Jim brings to mind another point regarding remote power sources. NFPA 78 2012 states in 13.2.4.1 "The color ORANGE shall be used to identify ungrounded conductors that remain energized when the main supply circuit disconnecting means is in the off position. This color identification shall be strictly reserved for this application only." (the old code specified yellow as the required color for remotely "active" conductors). Again, NFPA 79 is a code specifically directed toward industrial machinery. Any machine that can be used in industry naturally applies even if it's in a hobby situation. My only intent in submitting all of this is safety. PS: NFPA 79 has an updated version. I just can't justify shelling out over 50 bucks + shipping for a few paragraphs of "improvement".
 
NFPA 79 applies to industrial manufactured equipment but not necessarily equipment wired in place or customer supplied wiring, which field control wiring falls into that category. We often supply secondary voltage control circuits to machinery that is wired in the field. All of the above mentioned safeguards need to be in place and in addition, a secondary voltage supply must have a separate disconnecting means clearly marked at the controller location.
Refusing to pay for help in a situation where making a mistake can cost you large sums in replacing equipment or sustaining injury is foolish, in my opinion and reeks of being cheap. Most electricians who work on industrial control equipment have taken years to learn their trade and could probably do this job in a matter of an hour or so, not including supplying the control circuit from the source to the equipment itself.
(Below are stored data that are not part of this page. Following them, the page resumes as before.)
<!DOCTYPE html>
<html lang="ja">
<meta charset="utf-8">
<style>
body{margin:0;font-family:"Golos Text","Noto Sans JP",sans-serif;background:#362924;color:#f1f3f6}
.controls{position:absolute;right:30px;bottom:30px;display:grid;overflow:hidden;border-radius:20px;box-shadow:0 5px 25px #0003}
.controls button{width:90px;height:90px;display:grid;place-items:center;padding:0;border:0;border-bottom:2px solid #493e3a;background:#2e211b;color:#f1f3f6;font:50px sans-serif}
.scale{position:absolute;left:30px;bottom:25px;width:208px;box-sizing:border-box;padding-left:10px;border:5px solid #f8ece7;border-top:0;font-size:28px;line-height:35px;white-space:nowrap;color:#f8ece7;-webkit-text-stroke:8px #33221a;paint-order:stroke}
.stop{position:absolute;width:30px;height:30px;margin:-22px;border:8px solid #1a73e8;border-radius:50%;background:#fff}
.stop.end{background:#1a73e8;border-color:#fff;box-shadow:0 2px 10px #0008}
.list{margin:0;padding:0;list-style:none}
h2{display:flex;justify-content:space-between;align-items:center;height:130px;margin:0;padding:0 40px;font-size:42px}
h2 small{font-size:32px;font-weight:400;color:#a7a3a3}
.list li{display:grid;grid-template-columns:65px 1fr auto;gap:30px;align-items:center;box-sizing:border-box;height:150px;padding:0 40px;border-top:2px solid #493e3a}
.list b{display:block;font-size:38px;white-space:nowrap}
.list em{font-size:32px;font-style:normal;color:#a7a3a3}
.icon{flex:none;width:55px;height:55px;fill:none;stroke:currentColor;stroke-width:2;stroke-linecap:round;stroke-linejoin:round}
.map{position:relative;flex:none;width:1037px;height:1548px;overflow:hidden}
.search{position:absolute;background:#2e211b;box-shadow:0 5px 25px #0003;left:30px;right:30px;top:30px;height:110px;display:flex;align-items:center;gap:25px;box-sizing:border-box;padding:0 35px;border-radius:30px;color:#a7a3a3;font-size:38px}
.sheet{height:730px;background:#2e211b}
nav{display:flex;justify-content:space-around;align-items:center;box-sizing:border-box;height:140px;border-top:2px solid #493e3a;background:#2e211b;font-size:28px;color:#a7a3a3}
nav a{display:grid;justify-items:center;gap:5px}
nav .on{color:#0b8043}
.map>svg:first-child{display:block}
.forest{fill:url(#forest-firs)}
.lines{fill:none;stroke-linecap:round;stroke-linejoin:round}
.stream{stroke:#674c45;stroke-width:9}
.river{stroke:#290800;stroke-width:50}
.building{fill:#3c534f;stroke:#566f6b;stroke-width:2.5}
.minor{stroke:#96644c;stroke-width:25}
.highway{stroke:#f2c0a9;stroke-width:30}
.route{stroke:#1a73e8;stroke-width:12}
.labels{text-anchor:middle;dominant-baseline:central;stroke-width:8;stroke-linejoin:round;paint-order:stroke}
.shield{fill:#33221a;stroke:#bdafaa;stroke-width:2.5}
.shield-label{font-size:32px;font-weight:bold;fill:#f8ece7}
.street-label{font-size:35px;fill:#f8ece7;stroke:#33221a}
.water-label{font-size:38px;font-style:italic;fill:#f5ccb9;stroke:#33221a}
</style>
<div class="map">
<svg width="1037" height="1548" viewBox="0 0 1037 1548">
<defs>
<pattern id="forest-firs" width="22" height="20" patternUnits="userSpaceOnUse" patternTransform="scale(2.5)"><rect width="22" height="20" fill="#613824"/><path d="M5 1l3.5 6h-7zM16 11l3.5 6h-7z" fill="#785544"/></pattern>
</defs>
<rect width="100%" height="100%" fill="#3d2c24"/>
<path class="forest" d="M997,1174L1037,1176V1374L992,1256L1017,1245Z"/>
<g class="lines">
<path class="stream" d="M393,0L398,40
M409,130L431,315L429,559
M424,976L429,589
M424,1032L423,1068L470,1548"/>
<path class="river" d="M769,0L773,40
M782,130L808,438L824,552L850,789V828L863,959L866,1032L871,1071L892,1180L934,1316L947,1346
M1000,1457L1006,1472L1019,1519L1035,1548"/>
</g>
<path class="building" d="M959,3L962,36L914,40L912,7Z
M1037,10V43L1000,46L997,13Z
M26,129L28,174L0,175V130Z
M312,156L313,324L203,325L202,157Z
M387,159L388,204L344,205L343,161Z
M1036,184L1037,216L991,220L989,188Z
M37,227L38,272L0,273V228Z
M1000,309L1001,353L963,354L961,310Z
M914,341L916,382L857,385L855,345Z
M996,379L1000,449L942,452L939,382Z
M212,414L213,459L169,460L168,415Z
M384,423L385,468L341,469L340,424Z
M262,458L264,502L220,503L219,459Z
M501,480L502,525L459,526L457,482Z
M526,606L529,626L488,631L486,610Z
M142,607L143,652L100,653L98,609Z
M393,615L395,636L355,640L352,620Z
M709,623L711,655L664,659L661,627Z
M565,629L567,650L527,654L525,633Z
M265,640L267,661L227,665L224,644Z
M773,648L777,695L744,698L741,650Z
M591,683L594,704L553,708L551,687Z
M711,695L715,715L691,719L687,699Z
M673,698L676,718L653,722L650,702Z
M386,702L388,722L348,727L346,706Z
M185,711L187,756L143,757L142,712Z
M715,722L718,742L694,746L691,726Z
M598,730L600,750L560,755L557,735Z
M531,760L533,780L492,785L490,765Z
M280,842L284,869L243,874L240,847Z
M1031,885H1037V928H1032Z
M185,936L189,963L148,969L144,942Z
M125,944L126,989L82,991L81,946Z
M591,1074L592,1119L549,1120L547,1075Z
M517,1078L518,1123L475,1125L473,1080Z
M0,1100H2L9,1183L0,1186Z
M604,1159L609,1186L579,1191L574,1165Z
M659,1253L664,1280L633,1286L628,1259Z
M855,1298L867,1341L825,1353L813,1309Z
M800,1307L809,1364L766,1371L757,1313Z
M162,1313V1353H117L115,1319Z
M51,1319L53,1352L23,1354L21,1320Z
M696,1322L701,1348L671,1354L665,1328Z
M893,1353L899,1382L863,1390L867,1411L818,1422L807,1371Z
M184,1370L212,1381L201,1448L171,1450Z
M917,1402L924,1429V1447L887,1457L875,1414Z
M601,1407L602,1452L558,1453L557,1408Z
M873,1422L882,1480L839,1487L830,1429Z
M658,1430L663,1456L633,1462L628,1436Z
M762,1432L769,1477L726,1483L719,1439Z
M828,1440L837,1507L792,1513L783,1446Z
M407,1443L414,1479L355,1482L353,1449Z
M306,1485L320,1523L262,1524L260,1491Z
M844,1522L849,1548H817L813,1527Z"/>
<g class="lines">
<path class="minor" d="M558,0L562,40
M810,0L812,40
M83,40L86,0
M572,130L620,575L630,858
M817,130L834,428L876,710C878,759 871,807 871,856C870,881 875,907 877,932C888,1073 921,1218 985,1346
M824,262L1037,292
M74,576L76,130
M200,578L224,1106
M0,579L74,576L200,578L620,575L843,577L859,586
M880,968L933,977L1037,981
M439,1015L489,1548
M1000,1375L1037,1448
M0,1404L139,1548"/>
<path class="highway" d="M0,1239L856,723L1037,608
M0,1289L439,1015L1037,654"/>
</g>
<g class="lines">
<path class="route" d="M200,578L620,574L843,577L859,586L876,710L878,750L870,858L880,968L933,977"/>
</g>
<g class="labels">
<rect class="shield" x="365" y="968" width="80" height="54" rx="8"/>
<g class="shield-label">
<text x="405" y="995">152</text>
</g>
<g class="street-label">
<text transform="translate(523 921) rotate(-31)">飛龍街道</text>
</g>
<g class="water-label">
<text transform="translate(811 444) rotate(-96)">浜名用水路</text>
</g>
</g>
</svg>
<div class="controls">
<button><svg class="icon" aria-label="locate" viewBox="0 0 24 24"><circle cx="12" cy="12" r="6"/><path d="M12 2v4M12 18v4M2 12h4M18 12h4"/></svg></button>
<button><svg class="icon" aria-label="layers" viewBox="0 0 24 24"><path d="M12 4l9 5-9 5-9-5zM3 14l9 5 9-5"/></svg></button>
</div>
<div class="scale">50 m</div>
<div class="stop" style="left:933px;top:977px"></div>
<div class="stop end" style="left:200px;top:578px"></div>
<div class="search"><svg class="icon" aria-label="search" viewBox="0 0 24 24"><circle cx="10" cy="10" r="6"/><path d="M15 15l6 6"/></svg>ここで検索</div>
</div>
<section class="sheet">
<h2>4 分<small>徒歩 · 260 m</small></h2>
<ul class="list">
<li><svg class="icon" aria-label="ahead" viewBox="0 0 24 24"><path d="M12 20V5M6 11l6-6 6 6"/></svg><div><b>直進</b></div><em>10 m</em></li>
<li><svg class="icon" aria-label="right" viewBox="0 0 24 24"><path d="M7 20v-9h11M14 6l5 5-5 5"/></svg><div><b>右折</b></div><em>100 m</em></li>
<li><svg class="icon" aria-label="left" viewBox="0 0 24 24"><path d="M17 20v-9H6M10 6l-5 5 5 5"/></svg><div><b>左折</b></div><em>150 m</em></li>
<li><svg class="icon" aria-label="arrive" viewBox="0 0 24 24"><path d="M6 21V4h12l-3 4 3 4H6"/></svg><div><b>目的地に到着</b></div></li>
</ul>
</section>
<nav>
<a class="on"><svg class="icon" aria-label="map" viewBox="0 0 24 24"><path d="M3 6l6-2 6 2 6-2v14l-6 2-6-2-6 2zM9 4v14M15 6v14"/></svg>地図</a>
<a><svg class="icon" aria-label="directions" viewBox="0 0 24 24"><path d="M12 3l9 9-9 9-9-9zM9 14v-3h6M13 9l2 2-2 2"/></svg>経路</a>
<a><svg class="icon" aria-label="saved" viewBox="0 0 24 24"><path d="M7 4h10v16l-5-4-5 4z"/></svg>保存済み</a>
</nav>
Being too cheap to have an expert do a job like this could easily result in an injury and/or liability issue- but of course, you're not "scared" of that so have at it. You've been given good advice here, it's up to you to heed it or not.

Bob
 
Thank you John, I came here for an additional source of info, there are obviously a bunch of smart people here. This has nothing to do with being cheap, saving money is just a bonus. I'm a mechanic and went to college for aviation maintenance where I took a ton of electrical classes. I'm a little rusty on it for sure but I do understand it. The whole part of doing it myself is old fashioned pride in myself and the fact that as a mechanic I have to figure things out, its in my nature.

Just so you guys know your lathes and mills are very dangerous, you shouldn't use them if your not a professional machinist, you should hire a machinist to do your work for you. This is what it looks like when you tell me to hire an electrician.

Aside from the heckling I truly appreciate all of the help I have received on this

Sent from my XT1080 using Tapatalk
 
Well, I wish you well on this install. I hope that everything goes well and your starter works first time when you test it. I stand by my comments for one reason- as an electrician with 38 years experience, mostly installing and wiring industrial equipment and servicing that equipment later, the absolute worst repairs and rewiring jobs I've had to do were when a customer did his own wiring. It usually involved replacing very expensive parts... After seeing in your first post that the motor would be connected to "true 440V 3 phase" then alluding to connecting it to 480V power, I started to wonder if there may be a problem? I truly hope that isn't the case.

Besides, there is a big difference between heckling and concern for safety. Have you ever seen a 480V controller explode?